Credit-assigned Policy Gradient for Early Stage Retrieval in Two-stage Ranking

Large-scale search, recommendation, and retrieval-augmented generation (RAG) systems typically employ a two-stage architecture: an early-stage ranker (ESR) generates a candidate set, which is subsequently re-ranked by a late-stage ranker (LSR). While there are many reinforcement learning (RL) methods for training the LSR, end-to-end training of the ESR has proven challenging. In particular, naive application of "vanilla" policy gradient (V-PG) is not scalable for candidate-set sizes relevant for practical use due to exploding variance. This issue arises because V-PG propagates the gradient to the joint probability of the candidate sets, ignoring the contribution of each specific item in the candidate set to the reward.
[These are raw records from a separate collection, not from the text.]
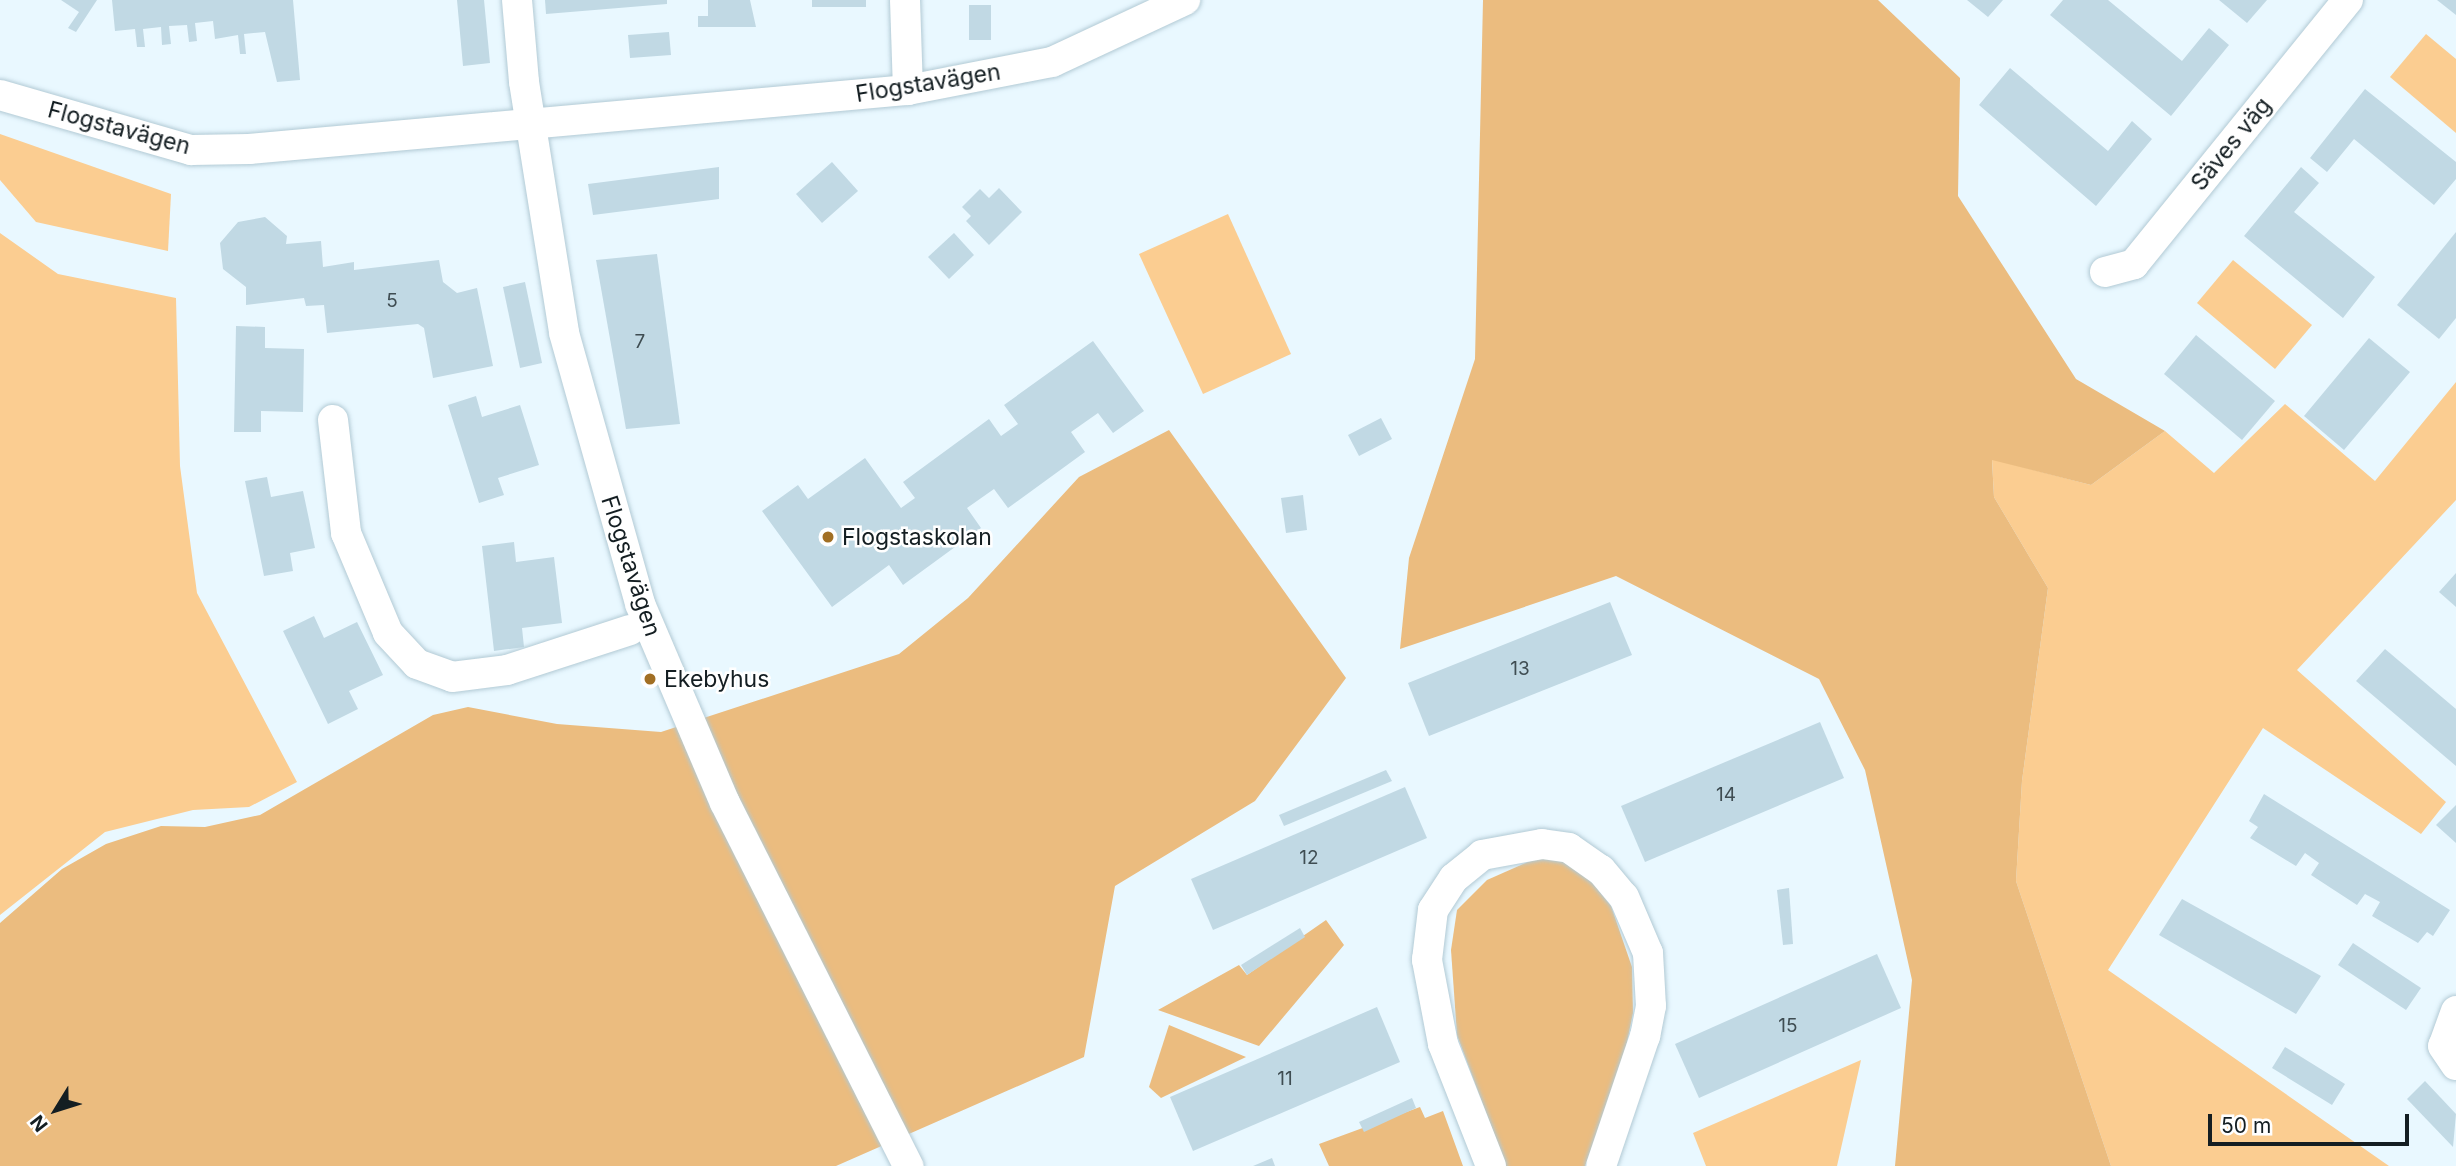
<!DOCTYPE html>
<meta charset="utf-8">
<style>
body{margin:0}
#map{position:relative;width:2456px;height:1166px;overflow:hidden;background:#e9f8ff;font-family:Inter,sans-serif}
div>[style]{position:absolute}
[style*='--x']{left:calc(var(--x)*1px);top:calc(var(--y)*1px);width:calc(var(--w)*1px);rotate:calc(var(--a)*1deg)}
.green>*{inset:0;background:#fbcd91}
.forest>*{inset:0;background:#ebbc7f}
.building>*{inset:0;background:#c1d9e4}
.roads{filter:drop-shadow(0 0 2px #b2cad5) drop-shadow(0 0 2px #b2cad5)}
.minor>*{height:30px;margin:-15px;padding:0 15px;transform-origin:15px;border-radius:15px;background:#fff}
.dots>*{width:19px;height:19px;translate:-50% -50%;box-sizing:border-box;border:4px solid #fff;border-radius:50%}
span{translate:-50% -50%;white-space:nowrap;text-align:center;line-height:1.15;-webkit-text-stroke:5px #fff;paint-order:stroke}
.number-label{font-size:19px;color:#3f4d52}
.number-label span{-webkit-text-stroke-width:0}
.street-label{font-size:23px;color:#141e22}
.poi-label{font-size:23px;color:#141e22}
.left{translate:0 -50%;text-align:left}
.north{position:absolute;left:21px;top:1075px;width:70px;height:70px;-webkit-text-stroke:5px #fff;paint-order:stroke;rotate:232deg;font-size:19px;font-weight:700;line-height:28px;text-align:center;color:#141e22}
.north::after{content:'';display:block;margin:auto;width:24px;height:32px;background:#141e22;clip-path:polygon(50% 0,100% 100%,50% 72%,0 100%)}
.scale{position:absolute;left:2208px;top:1114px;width:201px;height:32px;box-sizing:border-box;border:4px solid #141e22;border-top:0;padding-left:9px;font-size:21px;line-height:24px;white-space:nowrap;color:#141e22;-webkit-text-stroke:5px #fff;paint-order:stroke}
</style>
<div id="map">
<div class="green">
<div style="clip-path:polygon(2426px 34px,2456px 59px,2456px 133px,2390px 77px)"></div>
<div style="clip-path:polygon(0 134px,171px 194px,168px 251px,36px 222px,0 180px)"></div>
<div style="clip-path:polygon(1228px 214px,1291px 354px,1203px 394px,1139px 254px)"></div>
<div style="clip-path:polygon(0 233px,58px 274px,176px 298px,180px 466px,197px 593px,297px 782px,249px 807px,193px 810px,105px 832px,0 915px)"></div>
<div style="clip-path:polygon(2233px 260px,2312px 325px,2275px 369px,2197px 303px)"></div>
<div style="clip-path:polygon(2456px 382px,2456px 500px,2297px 670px,2446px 802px,2421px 834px,2263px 728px,2108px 970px,2389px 1166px,2111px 1166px,2016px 881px,2022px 781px,2048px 588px,1994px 497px,1992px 459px,2091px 485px,2165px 431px,2214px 473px,2285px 404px,2375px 481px)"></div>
<div style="clip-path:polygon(1861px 1060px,1837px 1166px,1706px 1166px,1693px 1133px)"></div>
</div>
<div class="forest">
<div style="clip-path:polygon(1483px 0,1878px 0,1960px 78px,1958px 196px,2076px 379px,2165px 431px,2091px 485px,1992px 460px,1994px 497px,2048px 588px,2022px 781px,2016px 881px,2111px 1166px,1895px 1166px,1912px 980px,1865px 770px,1819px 679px,1616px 576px,1400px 649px,1409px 558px,1475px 359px)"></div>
<div style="clip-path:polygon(1169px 430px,1346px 678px,1255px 801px,1115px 886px,1084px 1057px,836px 1166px,0 1166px,0 923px,62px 869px,106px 844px,161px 826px,205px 827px,260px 815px,433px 715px,468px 707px,557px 724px,661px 732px,899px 654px,968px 598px,1079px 477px)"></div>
<div style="clip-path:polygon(1539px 857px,1569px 863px,1591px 881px,1611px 906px,1632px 967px,1633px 1013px,1622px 1067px,1585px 1166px,1506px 1166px,1457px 1035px,1451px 950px,1457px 910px,1487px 880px)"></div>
<div style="clip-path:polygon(1326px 920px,1344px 945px,1259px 1046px,1158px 1010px,1239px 965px,1247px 975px)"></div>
<div style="clip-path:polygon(1169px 1025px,1246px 1057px,1161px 1098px,1149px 1087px)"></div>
<div style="clip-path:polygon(1420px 1107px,1425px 1118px,1443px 1111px,1463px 1166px,1329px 1166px,1319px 1144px)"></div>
</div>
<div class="building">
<div style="clip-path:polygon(61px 0,97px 0,76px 32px,68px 28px,79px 12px)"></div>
<div style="clip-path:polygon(112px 0,293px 0,300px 80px,277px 82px,265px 32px,244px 34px,246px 54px,240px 54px,238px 35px,215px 39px,213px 21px,195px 23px,197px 41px,189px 42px,187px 25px,169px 26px,171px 44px,162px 45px,161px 27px,143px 29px,145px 47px,137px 47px,135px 29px,115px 31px)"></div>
<div style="clip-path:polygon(457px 0,484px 0,490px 63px,463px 66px)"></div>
<div style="clip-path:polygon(545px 0,667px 0,667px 4px,546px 14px)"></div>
<div style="clip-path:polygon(708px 0,750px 0,756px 27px,698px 27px,698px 16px,708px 16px)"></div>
<div style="clip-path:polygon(812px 0,866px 0,866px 7px,812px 7px)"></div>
<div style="clip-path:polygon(1967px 0,2003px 0,1988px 17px)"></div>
<div style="clip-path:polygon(2063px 0,2108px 0,2182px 61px,2209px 28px,2229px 45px,2171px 116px,2050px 15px)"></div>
<div style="clip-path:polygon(2219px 0,2267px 0,2247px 23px)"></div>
<div style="clip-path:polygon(2437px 0,2456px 0,2456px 15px)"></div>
<div style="clip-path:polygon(969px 5px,991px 5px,991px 40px,969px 40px)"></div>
<div style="clip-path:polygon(669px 32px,671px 55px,630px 58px,628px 35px)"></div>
<div style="clip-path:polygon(2010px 68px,2108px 151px,2132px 121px,2152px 139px,2096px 206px,1979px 105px)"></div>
<div style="clip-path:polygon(2365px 89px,2456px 162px,2456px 179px,2434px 205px,2354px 139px,2327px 172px,2310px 158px)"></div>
<div style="clip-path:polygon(832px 162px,858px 191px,822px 223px,796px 194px)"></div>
<div style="clip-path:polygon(719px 167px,719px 199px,593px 215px,588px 184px)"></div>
<div style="clip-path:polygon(2301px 167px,2319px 183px,2294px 212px,2375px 277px,2343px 318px,2244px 236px)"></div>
<div style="clip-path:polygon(999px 188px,1022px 212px,989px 245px,966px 221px,971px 216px,962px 207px,980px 189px,989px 198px)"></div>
<div style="clip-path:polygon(265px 217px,287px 236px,286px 244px,321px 241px,323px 267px,354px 262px,354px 270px,439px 260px,443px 282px,457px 293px,477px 288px,493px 366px,433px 378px,424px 328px,418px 324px,327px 333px,324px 305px,306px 306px,304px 298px,246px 305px,246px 287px,223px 269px,220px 243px,238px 222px)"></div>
<div style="clip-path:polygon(2456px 232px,2456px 318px,2439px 339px,2397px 305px)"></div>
<div style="clip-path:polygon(954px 233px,974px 255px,949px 279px,928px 257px)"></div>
<div style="clip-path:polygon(657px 254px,680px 424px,626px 429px,596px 260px)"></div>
<div style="clip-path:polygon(525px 282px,542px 363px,520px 368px,503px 287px)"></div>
<div style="clip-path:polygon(236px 326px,265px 327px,265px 348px,304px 349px,303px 412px,261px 411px,261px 432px,234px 432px)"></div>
<div style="clip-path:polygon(2196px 335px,2275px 401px,2242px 440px,2164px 374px)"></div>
<div style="clip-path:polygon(2369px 338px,2410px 372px,2344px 450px,2304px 416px)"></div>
<div style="clip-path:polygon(1093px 341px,1144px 411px,1113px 433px,1098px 413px,1071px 432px,1085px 452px,1008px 508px,994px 489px,967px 508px,981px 528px,903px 585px,889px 565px,832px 607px,762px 511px,798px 485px,808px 499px,865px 458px,901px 508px,915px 498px,903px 482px,989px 419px,1001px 436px,1018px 424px,1004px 405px)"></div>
<div style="clip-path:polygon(476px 396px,482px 417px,520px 405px,539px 465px,498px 478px,504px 495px,479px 503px,448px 405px)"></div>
<div style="clip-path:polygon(1381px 418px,1392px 439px,1359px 456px,1348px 435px)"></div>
<div style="clip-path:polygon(267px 477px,271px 497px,303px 491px,315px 548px,290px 553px,293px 571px,264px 576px,245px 481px)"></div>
<div style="clip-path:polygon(1303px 495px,1307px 530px,1286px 533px,1281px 498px)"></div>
<div style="clip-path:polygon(514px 542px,516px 562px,554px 557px,562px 623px,522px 628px,524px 647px,494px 651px,482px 546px)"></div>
<div style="clip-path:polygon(2456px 573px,2456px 607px,2439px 592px)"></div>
<div style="clip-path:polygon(1610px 602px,1632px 655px,1429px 736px,1408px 683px)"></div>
<div style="clip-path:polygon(314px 616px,324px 638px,357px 622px,383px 675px,349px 691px,358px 709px,328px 724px,283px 631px)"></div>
<div style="clip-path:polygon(2385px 649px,2456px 709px,2456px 766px,2356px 681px)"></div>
<div style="clip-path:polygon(1820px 722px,1844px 778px,1645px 862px,1621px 806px)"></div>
<div style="clip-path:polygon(1386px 770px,1392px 781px,1284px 826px,1279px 815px)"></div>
<div style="clip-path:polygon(1405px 787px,1427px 838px,1213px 930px,1191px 879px)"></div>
<div style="clip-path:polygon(2264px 794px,2450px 910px,2433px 936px,2427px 932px,2418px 943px,2372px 916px,2380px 902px,2365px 894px,2357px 905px,2311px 875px,2319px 863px,2305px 853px,2296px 866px,2250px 838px,2258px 827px,2249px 821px)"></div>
<div style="clip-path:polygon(2456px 805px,2456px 843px,2436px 825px)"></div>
<div style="clip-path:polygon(1789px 888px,1793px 944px,1783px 945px,1777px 890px)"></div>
<div style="clip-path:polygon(2182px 899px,2321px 976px,2296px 1014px,2159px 935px)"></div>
<div style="clip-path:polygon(1300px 928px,1305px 937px,1247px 975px,1241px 965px)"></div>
<div style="clip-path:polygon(2353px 943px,2421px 988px,2406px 1010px,2338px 965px)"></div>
<div style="clip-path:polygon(1877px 954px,1901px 1008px,1699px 1098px,1675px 1044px)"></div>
<div style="clip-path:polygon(1377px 1007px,1400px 1062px,1193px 1151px,1170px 1097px)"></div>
<div style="clip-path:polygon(2285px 1047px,2345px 1084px,2332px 1105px,2272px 1068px)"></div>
<div style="clip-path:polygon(2425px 1081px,2456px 1114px,2453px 1147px,2407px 1099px)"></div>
<div style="clip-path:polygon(1412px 1098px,1416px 1108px,1364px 1132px,1359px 1122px)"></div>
<div style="clip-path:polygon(1272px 1158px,1275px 1166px,1253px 1166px)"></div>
</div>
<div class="roads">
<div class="minor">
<div style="--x:517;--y:0;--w:82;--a:85.1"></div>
<div style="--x:524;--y:82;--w:254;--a:80.9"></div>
<div style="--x:564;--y:333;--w:281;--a:74.3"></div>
<div style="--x:640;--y:604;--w:216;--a:66.9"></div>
<div style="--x:725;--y:803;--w:407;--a:63.2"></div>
<div style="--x:905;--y:0;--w:90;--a:88.1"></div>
<div style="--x:0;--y:95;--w:199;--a:16.1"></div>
<div style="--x:191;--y:150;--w:58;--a:-1"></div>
<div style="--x:249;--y:149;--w:662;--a:-5.12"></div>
<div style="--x:908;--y:90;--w:147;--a:-11"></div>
<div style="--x:1052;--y:62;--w:147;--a:-25"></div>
<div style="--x:2105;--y:272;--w:30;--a:-15"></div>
<div style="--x:2134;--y:264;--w:340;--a:-51"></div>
<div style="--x:333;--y:420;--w:114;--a:83.4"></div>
<div style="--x:346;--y:533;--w:108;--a:67.2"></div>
<div style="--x:388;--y:633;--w:42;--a:46.9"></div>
<div style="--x:417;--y:664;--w:37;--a:20"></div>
<div style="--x:452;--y:677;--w:55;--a:-7.3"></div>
<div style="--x:507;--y:670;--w:129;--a:-18"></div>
<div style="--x:2456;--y:1011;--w:37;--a:110"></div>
<div style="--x:2443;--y:1046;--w:23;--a:56"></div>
<div style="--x:1491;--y:1166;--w:131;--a:-111.5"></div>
<div style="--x:1443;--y:1044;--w:86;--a:-100.8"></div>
<div style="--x:1427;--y:960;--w:50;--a:-83.2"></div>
<div style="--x:1433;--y:910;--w:38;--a:-57"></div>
<div style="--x:1454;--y:878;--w:36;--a:-39"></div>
<div style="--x:1482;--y:855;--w:61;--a:-10.4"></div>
<div style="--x:1542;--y:844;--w:27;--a:8"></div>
<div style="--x:1569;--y:848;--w:39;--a:35"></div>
<div style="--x:1601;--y:870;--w:35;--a:50"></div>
<div style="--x:1624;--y:897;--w:61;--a:66.8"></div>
<div style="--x:1648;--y:953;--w:53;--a:86.8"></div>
<div style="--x:1651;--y:1006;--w:31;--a:101"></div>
<div style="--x:1645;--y:1036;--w:137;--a:108.7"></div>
</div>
</div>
<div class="dots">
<div style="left:828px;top:537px;background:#a16f24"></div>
<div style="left:650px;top:679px;background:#a16f24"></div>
</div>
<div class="number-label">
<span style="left:392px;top:301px">5</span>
<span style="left:640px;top:342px">7</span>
<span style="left:1520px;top:669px">13</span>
<span style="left:1726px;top:795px">14</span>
<span style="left:1309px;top:858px">12</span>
<span style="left:1788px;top:1026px">15</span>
<span style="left:1285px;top:1079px">11</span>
</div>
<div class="street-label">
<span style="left:928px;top:83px;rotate:-9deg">Flogstavägen</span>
<span style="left:119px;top:128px;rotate:15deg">Flogstavägen</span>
<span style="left:2231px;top:144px;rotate:-51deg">Säves väg</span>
<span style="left:631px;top:566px;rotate:72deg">Flogstavägen</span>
</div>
<div class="poi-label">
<span class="left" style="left:842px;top:537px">Flogstaskolan</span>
<span class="left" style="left:664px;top:679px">Ekebyhus</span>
</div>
<div class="north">N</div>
<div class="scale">50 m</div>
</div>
To mitigate this issue, we propose a novel "credit-assigned" PG (CA-PG), which computes gradients with respect to the probability that the target item is chosen in any candidate set, i.e. marginalizing over all candidate sets that contain it. Our theoretical analysis reveals that CA-PG significantly reduces the variance of V-PG by marginalizing over the specific composition of the candidate set, while preserving the ability to learn the correct ranking of actions under a reasonably aligned LSR policy. Experiments on both synthetic and real-world data demonstrate that CA-PG improves the convergence speed and training stability for ESRs utilizing the canonical Plackett-Luce model, especially when the candidate-set size is large.